The slaughter is more than words can describe. Dogs are strangled, slowly. They have their limbs cut off whilst they are alive, they are skinned alive, they have butchers hooks poked through the top of their muzzle so they cannot move and then their limbs are removed. All the while the other dogs, hog tied and rendered immobile watch on. Anyone who knows anything about dogs will know that the waiting dogs know exactly what is happening and exactly what is about to happen to them. It is completely and utterly disgusting and it rips your very soul out to witness the act. The cruelty imposed on the dogs of Bali, that are chosen for the dog meat trade, is shocking even in comparison to the dogs who are farmed for the same purpose in places like China and South Korea. Why this degree of deliberate cruelty? Because it increases the ‘hotness’ of the meat.
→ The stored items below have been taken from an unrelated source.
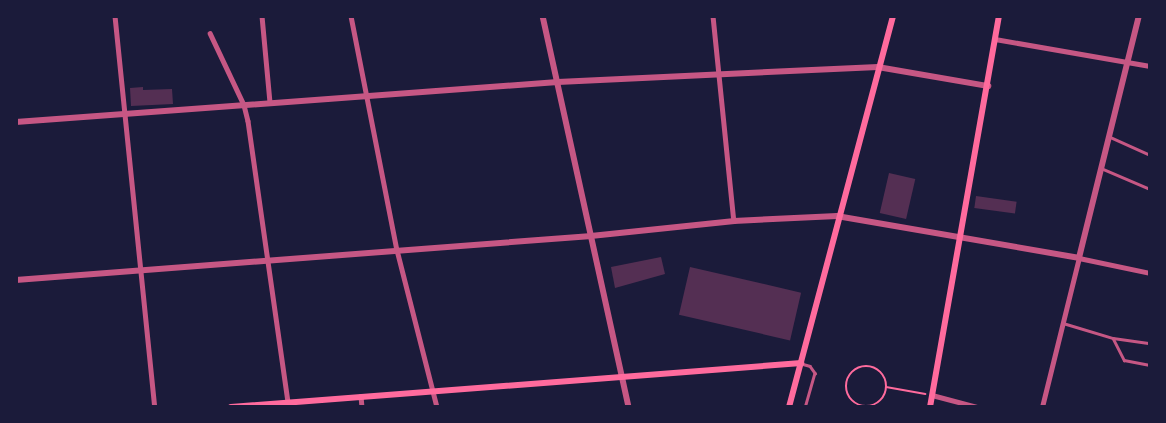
<!DOCTYPE html>
<html>
<head>
<meta charset="utf-8">
<style>
	body { margin:0 }
	#map { position:relative; width:1166px; height:423px; overflow:hidden; background:#1b1b3a; font-family:"Archivo Narrow",sans-serif }
	div>[style] { position:absolute }
	[style*='--x'] { left:calc(var(--x)*1px); top:calc(var(--y)*1px); width:calc(var(--w)*1px); rotate:calc(var(--a)*1deg) }
	.building>* { inset:0; background:#542f53; transform-origin:0 0 }
	.path>* { height:2px; margin:-1px; padding:0 1px; transform-origin:1px; border-radius:1px; background:#ff6b9d }
	.path>.ring { margin:-1px; padding:0; box-sizing:content-box; background:none; border:2px solid #ff6b9d; border-radius:50% }
	.service>* { height:2.5px; margin:-1.25px; padding:0 1.25px; transform-origin:1.25px; border-radius:1.25px; background:#c65784 }
	.minor>* { height:4.5px; margin:-2.25px; padding:0 2.25px; transform-origin:2.25px; border-radius:2.25px; background:#c65784 }
	.tertiary>* { height:5.5px; margin:-2.75px; padding:0 2.75px; transform-origin:2.75px; border-radius:2.75px; background:#c65784 }
	.secondary>* { height:6px; margin:-3px; padding:0 3px; transform-origin:3px; border-radius:3px; background:#ff6b9d }
	span { translate:-50% -50%; white-space:nowrap; text-align:center; line-height:1.15; -webkit-text-stroke:4px #1b1b3a; paint-order:stroke }
	.frame { position:absolute; inset:0; border:18px solid #1b1b3a; pointer-events:none }
</style>
</head>
<body>
<div id="map">
	<div class="building">
		<div style="clip-path:polygon(143px 87px,143px 90px,172px 89px,173px 104px,131px 106px,130px 88px)"></div>
		<div style="left:889px;top:173px;width:27px;height:41px;rotate:13deg"></div>
		<div style="left:976px;top:196px;width:41px;height:12px;rotate:8deg"></div>
		<div style="clip-path:polygon(661px 257px,665px 274px,615px 288px,611px 267px)"></div>
		<div style="left:690px;top:267px;width:114px;height:49px;rotate:13deg"></div>
	</div>
	<div class="path">
		<div class="ring" style="left:846px;top:366px;width:38px;height:38px"></div>
		<div style="--x:886;--y:387;--w:40;--a:10"></div>
	</div>
	<div class="service">
		<div style="--x:1110;--y:137;--w:44;--a:24.2"></div>
		<div style="--x:1103;--y:169;--w:51;--a:23.1"></div>
		<div style="--x:1063;--y:323;--w:52;--a:16.7"></div>
		<div style="--x:1113;--y:338;--w:37;--a:8"></div>
		<div style="--x:1113;--y:338;--w:25;--a:63"></div>
		<div style="--x:1124;--y:360;--w:26;--a:11"></div>
		<div style="--x:803;--y:364;--w:7;--a:16"></div>
		<div style="--x:810;--y:366;--w:9;--a:54"></div>
		<div style="--x:815;--y:373;--w:35;--a:106"></div>
	</div>
	<div class="minor">
		<div style="--x:115;--y:16;--w:393;--a:84.2"></div>
		<div style="--x:262;--y:16;--w:86;--a:84.7"></div>
		<div style="--x:351;--y:16;--w:238;--a:78.9"></div>
		<div style="--x:397;--y:250;--w:162;--a:75.7"></div>
		<div style="--x:713;--y:16;--w:206;--a:84.2"></div>
		<div style="--x:210;--y:33;--w:80;--a:64.7"></div>
		<div style="--x:244;--y:105;--w:16;--a:76"></div>
		<div style="--x:248;--y:121;--w:285;--a:81.9"></div>
		<div style="--x:995;--y:39;--w:157;--a:9.9"></div>
		<div style="--x:932;--y:395;--w:47;--a:14.9"></div>
		<div style="--x:361;--y:396;--w:11;--a:85"></div>
		<div style="--x:1042;--y:407;--w:154;--a:-76.1"></div>
		<div style="--x:1079;--y:258;--w:73;--a:11.9"></div>
	</div>
	<div class="tertiary">
		<div style="--x:543;--y:16;--w:400;--a:77.6"></div>
		<div style="--x:16;--y:122;--w:543;--a:-4.22"></div>
		<div style="--x:558;--y:82;--w:320;--a:-2.7"></div>
		<div style="--x:878;--y:67;--w:112;--a:9.8"></div>
		<div style="--x:16;--y:280;--w:577;--a:-4.38"></div>
		<div style="--x:591;--y:236;--w:144;--a:-6"></div>
		<div style="--x:734;--y:221;--w:103;--a:-2.8"></div>
		<div style="--x:837;--y:216;--w:246;--a:9.8"></div>
		<div style="--x:1079;--y:258;--w:249;--a:-76.1"></div>
	</div>
	<div class="secondary">
		<div style="--x:231;--y:407;--w:572;--a:-4.41"></div>
		<div style="--x:789;--y:407;--w:405;--a:-75.1"></div>
		<div style="--x:930;--y:407;--w:397;--a:-80"></div>
	</div>
	<div class="frame"></div>
</div>
</body>
</html>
There is probably no need to reinforce the reality of what happens to these dogs, but we have seen dogs that are waiting, hog tied and heaped together, having just witnessed their fellow captives being murdered in the most horrific way. They wag their tails at the slaughter man as he approaches them.
We would dare the most hardened carnivore to not be moved by that sight.
Once they are dead the suffering ends, thank god. Their carcasses are soaked (dog meat is tough) and then they are turned into stew, soup or satay.
There is little to no thought given to the diseases that can be spread by slaughtering and then ingesting dog. Although there is one regency within Bali that has refused to allow RW to operate within its boundaries since the outbreak of rabies in 2008. Smart regency that one.
Balinese people, in the main, will not eat Breed Dogs. They are seen as a status symbol and a creature of value. Although there are Warungs in existence that do cater for the ‘extreme foodies’ and tourists can order ahead for a pit bull or other such breed that will greatly improve their man hood.
In closing we pose the question – have you ever heard a pig being slaughtered for a ceremony or a feast? Its screams of pain and terror are no different to the fear and pain experienced by a Bali Dog who is about to be made into a Satay.
Before you cast judgment, think about it. If you are fortunate enough to live on Bali and share your home with a Bali Dog or two – make sure you know where they are at all times.